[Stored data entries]
^^^^^^^^
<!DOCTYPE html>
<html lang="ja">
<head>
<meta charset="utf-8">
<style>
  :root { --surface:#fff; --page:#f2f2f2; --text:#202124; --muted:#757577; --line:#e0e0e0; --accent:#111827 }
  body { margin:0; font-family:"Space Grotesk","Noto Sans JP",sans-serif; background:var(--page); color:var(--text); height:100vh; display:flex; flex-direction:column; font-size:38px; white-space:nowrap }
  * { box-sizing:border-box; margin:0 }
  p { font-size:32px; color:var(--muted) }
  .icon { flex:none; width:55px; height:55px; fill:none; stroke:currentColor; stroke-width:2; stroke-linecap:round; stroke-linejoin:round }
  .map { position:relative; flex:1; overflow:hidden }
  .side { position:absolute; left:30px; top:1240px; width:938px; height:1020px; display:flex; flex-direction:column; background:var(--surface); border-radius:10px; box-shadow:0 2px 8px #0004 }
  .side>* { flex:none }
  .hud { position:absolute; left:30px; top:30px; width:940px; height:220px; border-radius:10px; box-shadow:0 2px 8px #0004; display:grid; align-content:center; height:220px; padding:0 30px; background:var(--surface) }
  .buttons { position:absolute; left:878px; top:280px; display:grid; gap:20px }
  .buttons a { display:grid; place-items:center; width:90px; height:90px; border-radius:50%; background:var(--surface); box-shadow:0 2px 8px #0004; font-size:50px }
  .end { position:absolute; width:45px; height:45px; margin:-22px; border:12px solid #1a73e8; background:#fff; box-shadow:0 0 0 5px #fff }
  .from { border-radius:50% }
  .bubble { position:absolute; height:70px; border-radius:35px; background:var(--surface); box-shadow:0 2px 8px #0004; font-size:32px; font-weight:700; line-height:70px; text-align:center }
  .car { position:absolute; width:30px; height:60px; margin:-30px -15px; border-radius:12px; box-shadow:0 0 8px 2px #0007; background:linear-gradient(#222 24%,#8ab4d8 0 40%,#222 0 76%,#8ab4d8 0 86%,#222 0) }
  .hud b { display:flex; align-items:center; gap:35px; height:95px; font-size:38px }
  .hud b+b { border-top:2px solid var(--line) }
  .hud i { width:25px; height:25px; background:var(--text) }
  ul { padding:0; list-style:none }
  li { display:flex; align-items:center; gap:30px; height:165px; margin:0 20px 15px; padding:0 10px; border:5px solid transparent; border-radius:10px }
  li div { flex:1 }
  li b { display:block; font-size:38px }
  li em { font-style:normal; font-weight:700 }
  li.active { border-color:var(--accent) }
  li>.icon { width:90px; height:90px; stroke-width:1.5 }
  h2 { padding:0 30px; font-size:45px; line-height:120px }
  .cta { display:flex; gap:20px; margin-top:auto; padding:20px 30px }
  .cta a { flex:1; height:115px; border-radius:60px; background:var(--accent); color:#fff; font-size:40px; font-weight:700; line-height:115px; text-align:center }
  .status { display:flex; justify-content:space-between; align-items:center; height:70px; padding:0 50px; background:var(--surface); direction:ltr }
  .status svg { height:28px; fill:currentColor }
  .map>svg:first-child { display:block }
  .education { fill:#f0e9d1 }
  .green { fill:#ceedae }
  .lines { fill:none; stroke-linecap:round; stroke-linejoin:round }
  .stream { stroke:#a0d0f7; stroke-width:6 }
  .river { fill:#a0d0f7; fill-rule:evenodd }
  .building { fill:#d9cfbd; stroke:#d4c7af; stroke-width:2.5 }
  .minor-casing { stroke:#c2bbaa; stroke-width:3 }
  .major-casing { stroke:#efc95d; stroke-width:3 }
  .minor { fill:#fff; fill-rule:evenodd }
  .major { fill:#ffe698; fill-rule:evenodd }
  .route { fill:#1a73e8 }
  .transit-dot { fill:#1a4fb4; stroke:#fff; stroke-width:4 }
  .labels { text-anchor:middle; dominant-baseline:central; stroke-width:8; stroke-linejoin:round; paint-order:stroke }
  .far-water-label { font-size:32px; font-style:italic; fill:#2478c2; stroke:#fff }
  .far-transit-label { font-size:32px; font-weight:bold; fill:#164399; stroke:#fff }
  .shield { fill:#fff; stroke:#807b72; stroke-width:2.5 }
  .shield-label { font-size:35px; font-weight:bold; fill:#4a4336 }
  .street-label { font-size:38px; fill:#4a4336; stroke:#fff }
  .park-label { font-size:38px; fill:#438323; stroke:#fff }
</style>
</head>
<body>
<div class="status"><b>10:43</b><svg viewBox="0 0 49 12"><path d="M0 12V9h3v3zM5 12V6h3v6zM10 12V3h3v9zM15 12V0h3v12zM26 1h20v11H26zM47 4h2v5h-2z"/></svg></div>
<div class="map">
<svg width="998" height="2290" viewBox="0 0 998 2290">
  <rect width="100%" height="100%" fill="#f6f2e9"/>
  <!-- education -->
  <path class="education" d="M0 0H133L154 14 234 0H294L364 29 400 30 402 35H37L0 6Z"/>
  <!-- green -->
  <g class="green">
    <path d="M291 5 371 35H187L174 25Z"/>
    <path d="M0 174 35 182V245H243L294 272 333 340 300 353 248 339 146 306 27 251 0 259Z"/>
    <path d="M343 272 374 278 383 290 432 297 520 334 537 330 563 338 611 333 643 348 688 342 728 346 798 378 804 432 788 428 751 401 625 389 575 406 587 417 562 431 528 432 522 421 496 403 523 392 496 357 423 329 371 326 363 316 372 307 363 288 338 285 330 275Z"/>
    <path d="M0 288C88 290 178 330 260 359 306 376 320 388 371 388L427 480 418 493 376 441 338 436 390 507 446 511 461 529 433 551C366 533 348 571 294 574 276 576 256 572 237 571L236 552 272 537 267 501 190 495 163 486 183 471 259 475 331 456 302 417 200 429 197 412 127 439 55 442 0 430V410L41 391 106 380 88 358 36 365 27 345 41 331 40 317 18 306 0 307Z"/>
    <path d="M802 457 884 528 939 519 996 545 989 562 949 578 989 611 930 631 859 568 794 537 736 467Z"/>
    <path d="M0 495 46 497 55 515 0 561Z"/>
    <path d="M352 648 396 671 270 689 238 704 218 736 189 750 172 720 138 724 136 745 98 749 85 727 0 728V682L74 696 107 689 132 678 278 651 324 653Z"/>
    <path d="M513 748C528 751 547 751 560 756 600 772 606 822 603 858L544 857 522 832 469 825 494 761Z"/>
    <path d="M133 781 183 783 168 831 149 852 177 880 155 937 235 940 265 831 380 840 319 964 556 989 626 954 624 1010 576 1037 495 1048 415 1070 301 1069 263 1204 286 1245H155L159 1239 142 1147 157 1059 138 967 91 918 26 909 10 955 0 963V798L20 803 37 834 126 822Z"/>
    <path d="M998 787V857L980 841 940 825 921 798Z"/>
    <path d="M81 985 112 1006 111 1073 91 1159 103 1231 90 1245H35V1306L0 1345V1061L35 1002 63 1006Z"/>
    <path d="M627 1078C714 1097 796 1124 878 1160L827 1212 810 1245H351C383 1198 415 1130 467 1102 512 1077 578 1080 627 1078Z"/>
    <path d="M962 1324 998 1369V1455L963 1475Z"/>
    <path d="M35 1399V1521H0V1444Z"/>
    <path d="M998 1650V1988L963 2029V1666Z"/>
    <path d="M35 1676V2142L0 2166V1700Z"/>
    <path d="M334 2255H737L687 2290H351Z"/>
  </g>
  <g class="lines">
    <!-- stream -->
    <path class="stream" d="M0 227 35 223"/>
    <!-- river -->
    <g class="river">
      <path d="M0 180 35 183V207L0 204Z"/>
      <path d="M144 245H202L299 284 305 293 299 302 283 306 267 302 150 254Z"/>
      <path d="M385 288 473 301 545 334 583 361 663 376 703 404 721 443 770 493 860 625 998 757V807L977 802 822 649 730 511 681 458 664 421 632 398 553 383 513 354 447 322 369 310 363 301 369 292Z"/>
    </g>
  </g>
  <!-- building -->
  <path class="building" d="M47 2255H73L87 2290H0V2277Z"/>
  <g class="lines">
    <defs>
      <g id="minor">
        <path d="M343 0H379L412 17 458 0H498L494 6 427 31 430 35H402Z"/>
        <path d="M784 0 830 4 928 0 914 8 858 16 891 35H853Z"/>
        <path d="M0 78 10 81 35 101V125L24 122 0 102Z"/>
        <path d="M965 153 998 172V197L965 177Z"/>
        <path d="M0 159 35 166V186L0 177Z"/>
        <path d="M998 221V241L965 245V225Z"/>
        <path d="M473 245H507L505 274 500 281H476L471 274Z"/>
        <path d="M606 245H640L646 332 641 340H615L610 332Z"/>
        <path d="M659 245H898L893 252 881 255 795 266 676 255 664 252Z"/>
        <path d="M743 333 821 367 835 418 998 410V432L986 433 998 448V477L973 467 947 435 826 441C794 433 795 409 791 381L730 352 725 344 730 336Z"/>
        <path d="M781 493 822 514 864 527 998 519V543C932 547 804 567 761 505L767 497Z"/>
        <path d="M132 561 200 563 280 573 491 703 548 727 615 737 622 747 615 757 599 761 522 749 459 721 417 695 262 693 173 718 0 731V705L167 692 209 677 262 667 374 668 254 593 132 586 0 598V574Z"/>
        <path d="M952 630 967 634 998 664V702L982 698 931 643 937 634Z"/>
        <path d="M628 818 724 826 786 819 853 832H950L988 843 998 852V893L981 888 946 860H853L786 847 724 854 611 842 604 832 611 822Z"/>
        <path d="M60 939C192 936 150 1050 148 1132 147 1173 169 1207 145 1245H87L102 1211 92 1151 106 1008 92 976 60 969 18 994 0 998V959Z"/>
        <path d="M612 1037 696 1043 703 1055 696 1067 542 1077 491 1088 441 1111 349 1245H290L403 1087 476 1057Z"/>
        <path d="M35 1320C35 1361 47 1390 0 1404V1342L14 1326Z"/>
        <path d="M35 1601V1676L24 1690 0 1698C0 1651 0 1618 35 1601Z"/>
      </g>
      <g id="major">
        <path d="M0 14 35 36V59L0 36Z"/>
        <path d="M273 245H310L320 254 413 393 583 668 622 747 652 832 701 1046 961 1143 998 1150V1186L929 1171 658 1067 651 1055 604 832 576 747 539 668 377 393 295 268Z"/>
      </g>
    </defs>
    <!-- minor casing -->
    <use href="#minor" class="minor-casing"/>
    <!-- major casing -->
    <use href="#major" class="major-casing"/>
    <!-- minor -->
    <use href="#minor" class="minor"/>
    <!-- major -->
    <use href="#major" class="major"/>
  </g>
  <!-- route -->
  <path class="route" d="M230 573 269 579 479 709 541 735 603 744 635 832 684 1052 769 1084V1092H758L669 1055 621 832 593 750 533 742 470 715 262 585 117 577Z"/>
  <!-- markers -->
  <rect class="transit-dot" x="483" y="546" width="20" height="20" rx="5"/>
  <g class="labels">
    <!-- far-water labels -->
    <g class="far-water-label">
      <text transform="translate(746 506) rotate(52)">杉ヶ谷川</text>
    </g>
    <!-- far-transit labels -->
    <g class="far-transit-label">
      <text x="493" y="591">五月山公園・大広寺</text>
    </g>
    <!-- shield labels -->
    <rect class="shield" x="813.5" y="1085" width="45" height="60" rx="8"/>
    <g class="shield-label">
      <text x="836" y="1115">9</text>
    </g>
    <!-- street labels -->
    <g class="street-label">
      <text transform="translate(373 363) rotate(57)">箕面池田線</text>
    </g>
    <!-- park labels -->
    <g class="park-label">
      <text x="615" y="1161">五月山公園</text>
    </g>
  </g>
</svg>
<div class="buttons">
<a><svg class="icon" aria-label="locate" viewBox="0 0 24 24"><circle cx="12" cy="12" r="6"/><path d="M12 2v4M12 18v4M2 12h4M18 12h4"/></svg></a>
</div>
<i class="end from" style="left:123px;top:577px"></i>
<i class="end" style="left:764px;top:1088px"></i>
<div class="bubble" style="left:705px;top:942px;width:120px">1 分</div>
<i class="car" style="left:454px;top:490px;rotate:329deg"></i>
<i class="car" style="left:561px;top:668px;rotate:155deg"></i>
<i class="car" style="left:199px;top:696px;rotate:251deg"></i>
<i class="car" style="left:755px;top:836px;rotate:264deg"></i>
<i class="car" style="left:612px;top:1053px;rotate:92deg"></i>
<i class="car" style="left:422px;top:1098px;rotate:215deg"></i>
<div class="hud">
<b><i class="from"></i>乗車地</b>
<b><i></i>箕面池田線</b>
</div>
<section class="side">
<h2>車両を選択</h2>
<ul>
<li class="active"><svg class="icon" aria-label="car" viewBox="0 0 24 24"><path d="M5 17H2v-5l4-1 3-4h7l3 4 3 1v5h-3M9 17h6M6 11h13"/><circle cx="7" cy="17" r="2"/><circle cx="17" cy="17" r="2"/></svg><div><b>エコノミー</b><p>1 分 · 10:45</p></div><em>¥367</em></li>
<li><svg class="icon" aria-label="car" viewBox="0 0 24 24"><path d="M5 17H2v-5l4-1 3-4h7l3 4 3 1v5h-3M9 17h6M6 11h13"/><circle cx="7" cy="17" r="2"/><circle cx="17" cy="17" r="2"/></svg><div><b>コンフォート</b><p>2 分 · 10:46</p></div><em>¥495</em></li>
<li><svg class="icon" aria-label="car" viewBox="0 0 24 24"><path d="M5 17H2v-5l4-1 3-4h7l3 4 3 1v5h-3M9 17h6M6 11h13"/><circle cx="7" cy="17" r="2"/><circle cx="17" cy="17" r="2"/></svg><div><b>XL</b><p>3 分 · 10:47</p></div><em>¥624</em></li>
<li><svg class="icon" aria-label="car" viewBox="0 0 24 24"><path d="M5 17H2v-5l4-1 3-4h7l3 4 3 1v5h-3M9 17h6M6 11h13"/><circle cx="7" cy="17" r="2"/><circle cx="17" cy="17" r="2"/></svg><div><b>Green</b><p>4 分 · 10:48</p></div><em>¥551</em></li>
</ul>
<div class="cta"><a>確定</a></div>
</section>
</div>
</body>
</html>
^^^^^^^^
• [AIM OF THE EXERCISE] Print exactly the lines above from the one with "display:flex; align-items:center; gap:35px;" to the one with "text-anchor:middle; dominant-baseline:central; stroke-width:8;", including both.

• [SOLUTION TO THE EXERCISE]
  .hud b { display:flex; align-items:center; gap:35px; height:95px; font-size:38px }
  .hud b+b { border-top:2px solid var(--line) }
  .hud i { width:25px; height:25px; background:var(--text) }
  ul { padding:0; list-style:none }
  li { display:flex; align-items:center; gap:30px; height:165px; margin:0 20px 15px; padding:0 10px; border:5px solid transparent; border-radius:10px }
  li div { flex:1 }
  li b { display:block; font-size:38px }
  li em { font-style:normal; font-weight:700 }
  li.active { border-color:var(--accent) }
  li>.icon { width:90px; height:90px; stroke-width:1.5 }
  h2 { padding:0 30px; font-size:45px; line-height:120px }
  .cta { display:flex; gap:20px; margin-top:auto; padding:20px 30px }
  .cta a { flex:1; height:115px; border-radius:60px; background:var(--accent); color:#fff; font-size:40px; font-weight:700; line-height:115px; text-align:center }
  .status { display:flex; justify-content:space-between; align-items:center; height:70px; padding:0 50px; background:var(--surface); direction:ltr }
  .status svg { height:28px; fill:currentColor }
  .map>svg:first-child { display:block }
  .education { fill:#f0e9d1 }
  .green { fill:#ceedae }
  .lines { fill:none; stroke-linecap:round; stroke-linejoin:round }
  .stream { stroke:#a0d0f7; stroke-width:6 }
  .river { fill:#a0d0f7; fill-rule:evenodd }
  .building { fill:#d9cfbd; stroke:#d4c7af; stroke-width:2.5 }
  .minor-casing { stroke:#c2bbaa; stroke-width:3 }
  .major-casing { stroke:#efc95d; stroke-width:3 }
  .minor { fill:#fff; fill-rule:evenodd }
  .major { fill:#ffe698; fill-rule:evenodd }
  .route { fill:#1a73e8 }
  .transit-dot { fill:#1a4fb4; stroke:#fff; stroke-width:4 }
  .labels { text-anchor:middle; dominant-baseline:central; stroke-width:8; stroke-linejoin:round; paint-order:stroke }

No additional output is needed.